Таким образом, попытки преодоления реифициро-ванных абстракций, отчужденных от человека познающего, а потому якобы не способных к адекватному отражению действительности, приводят либо к возведению новых категориальных конструктов (Dasein, LebensWelt и т.д.), либо к абсолютизации роли предложений искусственного языка в описании неискусственного мира. В этом отношении диалектико-материалистическая концепция, «не забывающая» от человека снова вернуться к миру, выглядит значительно более продуктивной (по крайней мере, с позиций онтологии). Вместе с тем ее серьезным недостатком является подчиненность общей парадигмальной установке к исследованию движения мышления как отражения движения материи, не совсем корректно отождествляемой с объективной реальностью. Однако, как уже говорилось выше, это должно направлять ученого на открытие новых горизонтов исследований, а не на закрытие старых.

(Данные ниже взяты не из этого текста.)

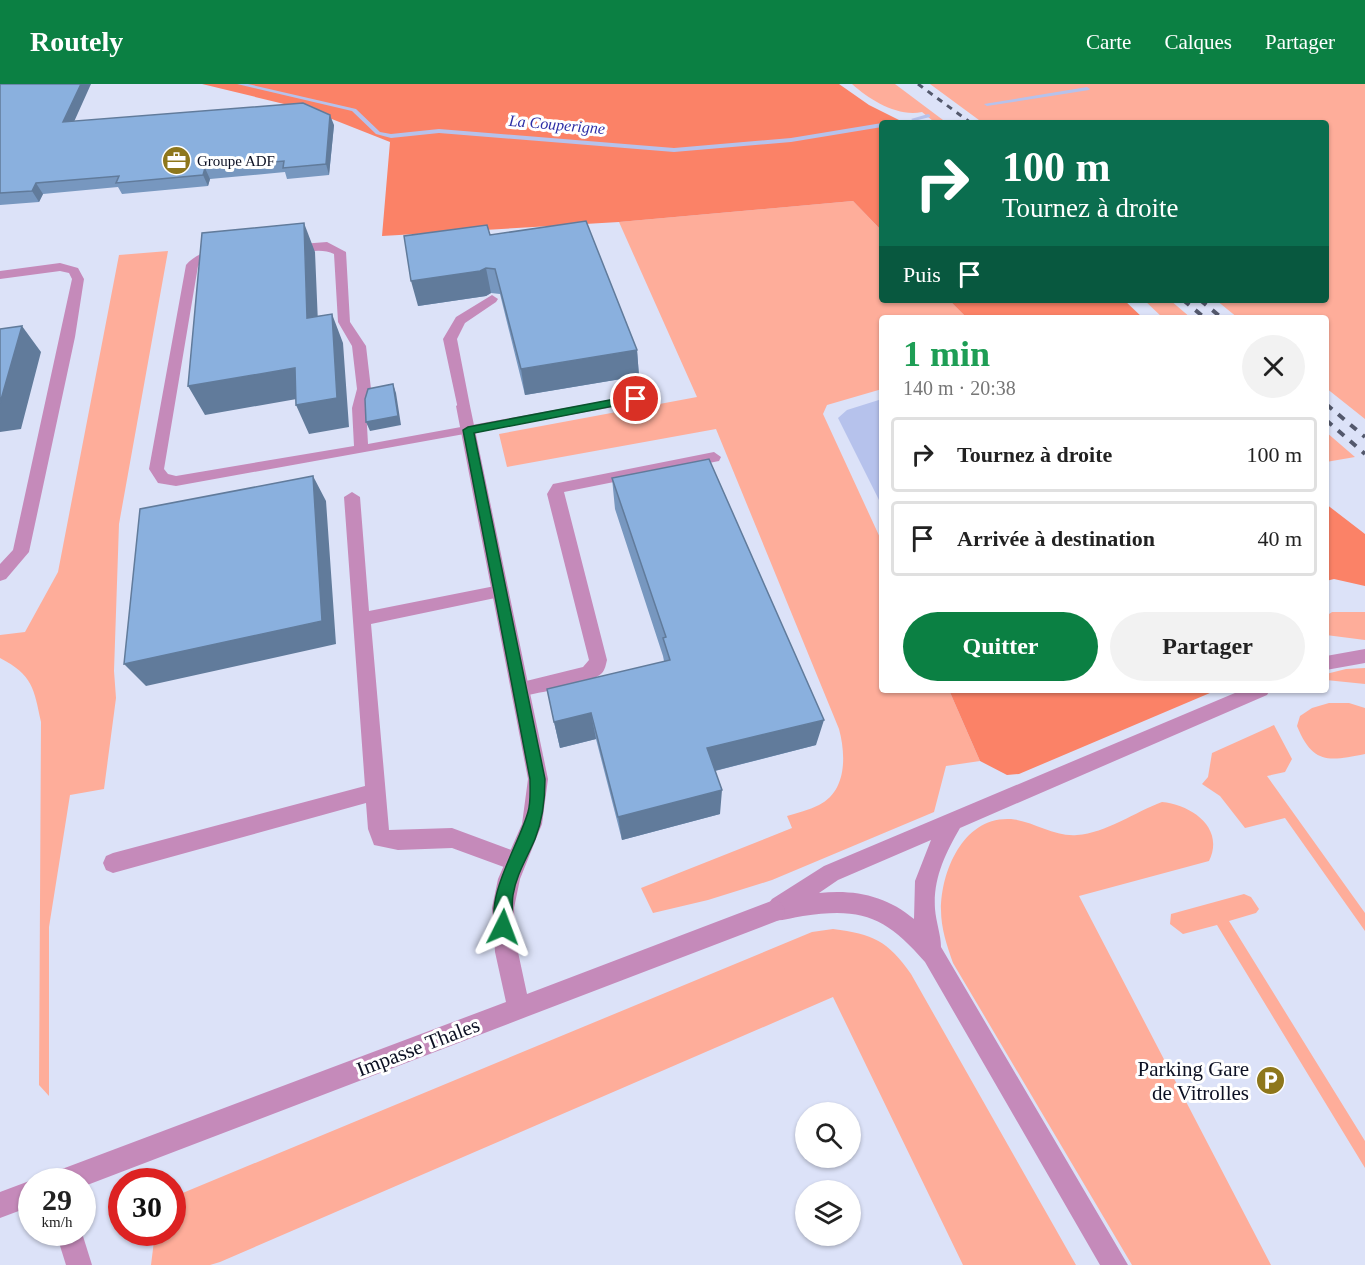 <!DOCTYPE html>
<html lang="fr">
<meta charset="utf-8">
<style>
body{margin:0;font-family:"Times New Roman",serif;background:#f2f2f2;color:#222;height:100vh;display:flex;flex-direction:column;font-size:22px;white-space:nowrap}
*{box-sizing:border-box;margin:0}
p{font-size:20px;color:#767676}
.icon{flex:none;width:33px;height:33px;fill:none;stroke:currentColor;stroke-width:2;stroke-linecap:round;stroke-linejoin:round}
.map{position:relative;flex:1;overflow:hidden}
.sheet{position:absolute;left:879px;top:231px;width:450px;height:378px;display:flex;flex-direction:column;background:#fff;border-radius:6px;box-shadow:0 2px 4px #0004}
.sheet>*{flex:none}
.banner{position:absolute;left:879px;top:36px;width:450px;height:183px;border-radius:6px;box-shadow:0 2px 4px #0004;background:#0b6e4f;color:#fff;overflow:hidden}
.buttons{position:absolute;left:795px;top:1018px;display:grid;gap:12px}
.buttons a{display:grid;place-items:center;width:66px;height:66px;border-radius:50%;background:#fff;box-shadow:0 2px 4px #0004;font-size:30px}
.speed{position:absolute;left:18px;top:1084px;display:flex;gap:12px;font-size:30px;font-weight:700;text-align:center}
.speed>*{display:grid;place-content:center;width:78px;height:78px;border-radius:50%;background:#fff;box-shadow:0 2px 4px #0004;line-height:1}
.speed small{font-size:15px;font-weight:400}
.speed .limit{border:9px solid #d22;background:#fff;color:#111}
.pin{position:absolute;display:grid;place-items:center;width:51px;height:51px;color:#fff;margin:-26px;border:3px solid #fff;border-radius:50%;box-shadow:0 2px 6px #0007}
.me{position:absolute;width:66px;margin:-33px;rotate:3deg;stroke-linejoin:round;filter:drop-shadow(0 0 4px #0008)}
.turn{display:flex;align-items:center;gap:21px;height:126px;padding:0 24px;font-size:27px}
.turn .icon{width:78px;height:78px;stroke-width:2.5}
.turn b{display:block;font-size:42px;line-height:51px}
.then{display:flex;align-items:center;height:57px;padding:0 24px;background:#0003;gap:12px;font-size:22px}
.round{display:grid;place-items:center;flex:none;width:63px;height:63px;border-radius:32px;background:#f2f2f2}
.head{display:flex;align-items:center;justify-content:space-between;height:102px;padding:0 24px}
h1{font-size:36px;font-weight:800;line-height:45px;color:#1e9e55}
.primary-button{display:flex;gap:12px;margin-top:auto;padding:12px 24px}
.primary-button a{flex:1;height:69px;border-radius:36px;background:#0b8043;color:#fff;font-size:24px;font-weight:800;line-height:69px;text-align:center}
.primary-button a+a{background:#f2f2f2;color:#222}
ul{padding:0;list-style:none}
li{display:flex;align-items:center;gap:18px;height:75px;margin:0 12px 9px;padding:0 12px;border:3px solid #e0e0e0;border-radius:6px}
li div{flex:1}
li b{display:block;font-size:22px}
li em{font-style:normal}
header{display:flex;align-items:center;gap:36px;box-sizing:border-box;height:84px;padding:0 30px;background:#0b8043;color:#fff}
header strong{font-size:28px}
nav{display:flex;gap:33px;margin-inline-start:auto;font-size:21px}
.map>svg:first-child{display:block}
.green{fill:#fead9a}
.forest{fill:#fb8267}
.water{fill:#b6c2ec}
.lines{fill:none;stroke-linecap:round;stroke-linejoin:round}
.stream{fill:#b6c2ec;fill-rule:evenodd}
.service{fill:#c58aba;fill-rule:evenodd}
.minor{fill:#c58aba;fill-rule:evenodd}
.rail-far1{stroke:#53586c;stroke-width:3;stroke-dasharray:6 6;stroke-linecap:butt}
.rail{stroke:#53586c;stroke-width:4;stroke-dasharray:8 8;stroke-linecap:butt}
.wall{fill:#7797bf}
.shaded-wall{fill:#617b9b}
.building{fill:#8ab0de;stroke:#617b9b;stroke-width:1.5}
.route{fill:#0b8043;stroke:#07532c;stroke-width:1.5}
.labels{text-anchor:middle;stroke-width:6;stroke-linejoin:round;paint-order:stroke}
.far-poi-label{font-size:15px;fill:#0c1023;stroke:#fff;text-anchor:start}
.far-water-label{font-size:16px;font-style:italic;fill:#2e2fa6;stroke:#fff}
.near-street-label{font-size:21px;fill:#0c1023;stroke:#fff}
.near-poi-label{font-size:21px;fill:#0c1023;stroke:#fff;text-anchor:end}
</style>
<header>
<strong>Routely</strong>
<nav><a>Carte</a><a>Calques</a><a>Partager</a></nav>
</header>
<div class="map">
<svg width="1365" height="1181" viewBox="0 0 1365 1181">
<rect width="100%" height="100%" fill="#dce2f8"/>
<!-- green -->
<path class="green" d="M852 0H895L947 39H925L933 37 922 28C897 33 870 16 852 0Z
M930 0H1365V335L1326 304V234H1238L1216 216H1326V39H983Z
M853 117 882 147V216H949L967 234H882V305L827 321 823 330 882 458V606H949L980 677 946 682 934 728 772 796 708 816 653 829 641 804 792 744 787 732C797 729 809 726 819 721 847 707 846 671 839 645L716 345 507 383 499 350 697 313 619 138Z
M168 167 119 440 114 587 116 614 104 705 70 711 49 843V1012L39 1001 41 638C34 605 33 591 0 574V551L25 548 58 488 119 171Z
M1144 216H1170L1191 234H1163Z
M1326 348 1355 373 1326 378Z
M1332 528H1365V556L1326 551V532Z
M1365 584V600L1326 596V590L1346 585Z
M1329 619H1349L1365 624V670C1329 677 1313 681 1297 642L1300 632 1312 624Z
M1274 641 1292 675 1285 688 1267 692 1365 829V847L1285 734 1245 744 1220 712 1202 700 1208 693 1212 669Z
M1162 718C1192 721 1225 744 1209 777L1079 812 1271 1181H1132L953 879C947 862 941 844 941 826 941 786 964 732 1011 735 1033 737 1054 753 1077 751 1106 749 1135 728 1162 718Z
M1244 810 1251 813 1259 825 1256 829 1229 837 1365 1057V1084L1217 841 1183 850 1170 840 1171 830Z
M833 845C873 850 888 857 911 890L1076 1181H963L833 913 220 1178 210 1181H151L155 1149H172L173 1113 812 848Z"/>
<!-- forest -->
<path class="forest" d="M202 0H839L869 21 905 39H882V147L853 117 619 138 382 152 390 58 309 26Z
M949 216H1124L1143 234H967Z
M1326 420 1365 450V502L1334 495 1326 497Z
M949 606H1217L1019 690 1007 691 980 677Z"/>
<!-- water -->
<path class="water" d="M882 315V422L838 334 847 326Z"/>
<g class="lines">
<!-- stream -->
<path class="stream" d="M237 0H248L356 25 380 48 391 50 439 45 674 64 791 54 882 39V43L791 58 674 68 439 49 391 54 376 50 352 27Z
M1087 3 1090 5 1089 6 987 22 984 20Z
M928 30 930 31V33L914 37 911 35Z
M900 36 903 39H891L892 38Z"/>
<!-- service -->
<path class="service" d="M327 158 346 168 350 238 366 262 371 305 366 324 368 360 636 311 643 315 636 319 176 402 158 399 149 385 186 181C195 170 216 161 228 170L206 176 198 182 164 385 168 390 176 392 354 362 352 324 357 305 352 262 338 238 334 170C318 161 294 174 282 165L288 161Z
M60 179 78 184 84 195 75 253 29 468 6 495 0 497V480L13 466 72 195 69 189 60 187 0 195V187Z
M492 211 498 215 496 218 465 239 457 255 470 322 468 325H458L443 255 456 233Z
M714 368 721 373 719 377 564 408 607 576C606 580 605 586 602 589 590 601 538 608 520 613L514 610 511 605 514 600 583 583 589 576 547 410 553 400Z
M352 408 360 413 369 527 500 501 506 502 508 507 506 512 500 513 371 540 389 746 452 744 522 770 525 777 522 784 515 787 452 764 398 766 374 761 368 745 366 719 113 789 106 786 103 779 106 772 113 769 365 702 344 413Z
M1365 565V579L1326 586V572Z
M1242 606H1270L1267 611 960 744C945 770 933 795 935 825 936 838 941 851 941 863L1128 1181H1100L925 878C886 833 862 823 803 832 790 834 778 839 766 835L763 827 772 815 824 782ZM931 756 915 797 914 835C887 812 855 805 819 809L838 796Z
M56 1149H82L92 1181H66Z"/>
<!-- minor -->
<path class="minor" d="M463 317 470 322 548 695 542 740 520 795 514 824 515 854 527 910 774 816 782 819 785 827 782 835 82 1103V1098H49L53 1089 62 1085 506 918 495 868 492 824 498 795 522 740 528 695 456 322Z
M32 1096 36 1098H32V1122L0 1134V1108Z"/>
<!-- rail-far1 -->
<path class="rail-far1" d="M918 0 971 39"/>
<!-- rail -->
<path class="rail" d="M1183 216 1205 234
M1200 216 1222 234
M1326 320 1365 353
M1326 336 1365 370"/>
</g>
<!-- wall -->
<path class="wall" d="M0 0 74 37 334 41 329 91 287 95 285 88 210 95 208 102 122 110 118 103 43 110 39 118 0 121Z
M490 151 637 266 639 292 525 311 500 210 491 209 486 212 418 222Z
M612 394 816 661 715 687 720 730 622 756 596 655 560 664 554 638 664 577 663 572 615 425Z"/>
<!-- shaded-wall -->
<path class="shaded-wall" d="M81 0H91L69 49 63 38Z
M330 31 334 41 329 91 326 80Z
M205 84 210 95 208 102 203 91Z
M36 99 43 110 39 118 32 107Z
M304 139 315 168 319 263 307 234Z
M486 184 491 209 486 212 418 222 411 197Z
M332 230 343 259 349 343 309 350 296 321Z
M22 242 41 268 21 345 0 348V319Z
M637 266 639 292 525 311 521 285Z
M295 284 308 313 205 331 188 302Z
M393 300 396 309 401 341 370 347 366 338Z
M313 392 326 417 336 560 146 602 124 580Z
M591 629 596 655 560 664 554 638Z
M824 636 816 661 706 689 707 664Z
M722 706 720 730 622 756 618 733Z"/>
<!-- building -->
<path class="building" d="M0 0H81L63 38 303 19 330 31 326 80 283 84 284 77 205 84 203 91 116 99 119 92 36 99 32 107 0 109Z
M586 137 637 266 521 285 495 185 486 184 480 187 411 197 404 152 487 141 490 151Z
M304 139 307 234 332 230 337 314 296 321 295 284 188 302 202 149Z
M22 242 0 319V245Z
M393 300 398 332 366 338 365 315 368 305Z
M709 375 824 636 707 664 722 706 618 733 591 629 554 638 547 605 670 576 663 554 666 553 612 394Z
M313 392 322 537 124 580 140 425Z"/>
<!-- route -->
<path class="route" d="M636 311 640 312V317L474 349 545 695C545 716 543 735 535 755 527 774 516 791 513 811 511 824 514 837 509 848L503 851 497 848C483 814 519 761 528 728 531 718 530 706 530 695L463 346 468 343Z"/>
<!-- icons -->
<defs>
<symbol id="office-disc" viewBox="-11 -11 22 22"><circle r="9.5" fill="#8e771c" stroke="#fff"/><path d="M-6-3h4V-5.5h4V-3h4V5H-6ZM-1-4.5V-3h2v-1.5ZM-6 0V1H6V0Z" fill="#fff"/></symbol>
<symbol id="parking-disc" viewBox="-11 -11 22 22"><circle r="9.5" fill="#8e771c" stroke="#fff"/><path d="M-3.5-5.5H1a3.5 3.5 0 0 1 0 7H-1V5.5H-3.5ZM-1-3.4V-.6H.8a1.4 1.4 0 0 0 0-2.8Z" fill="#fff"/></symbol>
</defs>
<g fill-rule="evenodd">
<use href="#office-disc" x="160" y="60" width="33" height="33"/>
<use href="#parking-disc" x="1254" y="980" width="33" height="33"/>
</g>
<g class="labels">
<!-- far-poi labels -->
<g class="far-poi-label">
<text x="197" y="82">Groupe ADF</text>
</g>
<!-- far-water labels -->
<g class="far-water-label">
<text transform="translate(557 40) rotate(5)" y="6">La Couperigne</text>
</g>
<!-- near-street labels -->
<g class="near-street-label">
<text transform="translate(418 963) rotate(-21)" y="7">Impasse Thales</text>
</g>
<!-- near-poi labels -->
<g class="near-poi-label">
<text x="1249" y="992">Parking Gare<tspan x="1249" dy="24">de Vitrolles</tspan></text>
</g>
</g>
</svg>
<div class="buttons">
<a><svg class="icon" aria-label="search" viewBox="0 0 24 24"><circle cx="10" cy="10" r="6"/><path d="M15 15l6 6"/></svg></a>
<a><svg class="icon" aria-label="layers" viewBox="0 0 24 24"><path d="M12 4l9 5-9 5-9-5zM3 14l9 5 9-5"/></svg></a>
</div>
<div class="speed"><div>29<small>km/h</small></div><div class="limit">30</div></div>
<div class="pin" style="left:636px;top:315px;background:#d93025"><svg class="icon" aria-label="arrive" viewBox="0 0 24 24"><path d="M6 21V4h12l-3 4 3 4H6"/></svg></div>
<svg class="me" style="left:503px;top:843px" viewBox="-20 -20 40 40"><path d="M0-17L14 15 0 8-14 15z" fill="#0b8043" stroke="#fff" stroke-width="4"/></svg>
<div class="banner">
<div class="turn"><svg class="icon" aria-label="right" viewBox="0 0 24 24"><path d="M7 20v-9h11M14 6l5 5-5 5"/></svg><div><b>100 m</b>Tournez à droite</div></div>
<div class="then">Puis<svg class="icon" aria-label="arrive" viewBox="0 0 24 24"><path d="M6 21V4h12l-3 4 3 4H6"/></svg></div>
</div>
<section class="sheet">
<div class="head"><div><h1>1 min</h1><p>140 m · 20:38</p></div><a class="round"><svg class="icon" aria-label="close" viewBox="0 0 24 24"><path d="M6 6l12 12M18 6L6 18"/></svg></a></div>
<ul>
<li><svg class="icon" aria-label="right" viewBox="0 0 24 24"><path d="M7 20v-9h11M14 6l5 5-5 5"/></svg><div><b>Tournez à droite</b></div><em>100 m</em></li>
<li><svg class="icon" aria-label="arrive" viewBox="0 0 24 24"><path d="M6 21V4h12l-3 4 3 4H6"/></svg><div><b>Arrivée à destination</b></div><em>40 m</em></li>
</ul>
<div class="primary-button"><a>Quitter</a><a>Partager</a></div>
</section>
</div>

Что касается второго важного аспекта диалектического подхода к решению задач онтологии математики, то он связан с анализом самого языка философии. При этом речь идет не о частных вопросах категориального анализа (как это бывает в случае изолированного рассмотрения отдельной категории), а о выяснении границ всеобщности философских понятий, отражающих наиболее общие и устойчивые связи математической реальности и познания.

Г. Фреге в свое время отметил: «Исторический способ рассмотрения, прислушивающийся к становлению вещи... во многом оправдан; но он также имеет и свои границы. Если все вещи не были бы прочными и вечными... то мир перестал бы быть познаваемым и все перепуталось. То, что называют историей понятия, является, пожалуй, историей или нашего познания понятия, или значения слов» [9. С. 11]. Безусловно, идущая от Канта трансценденталистская установка, согласно которой категории выступают одинаковыми для всех мыслящих индивидов априорными основаниями

любого научного дискурса, в некоторых отношениях может быть поставлена под сомнение. Однако практика показывает, что «любой философский “новояз”, если он носит общезначимый и обоснованный характер, всегда в конечном счете обнаруживает свой производный характер от тех или иных базовых философских категориальных структур относительно инвариантных во всех философских традициях.» [10. С. 246—247].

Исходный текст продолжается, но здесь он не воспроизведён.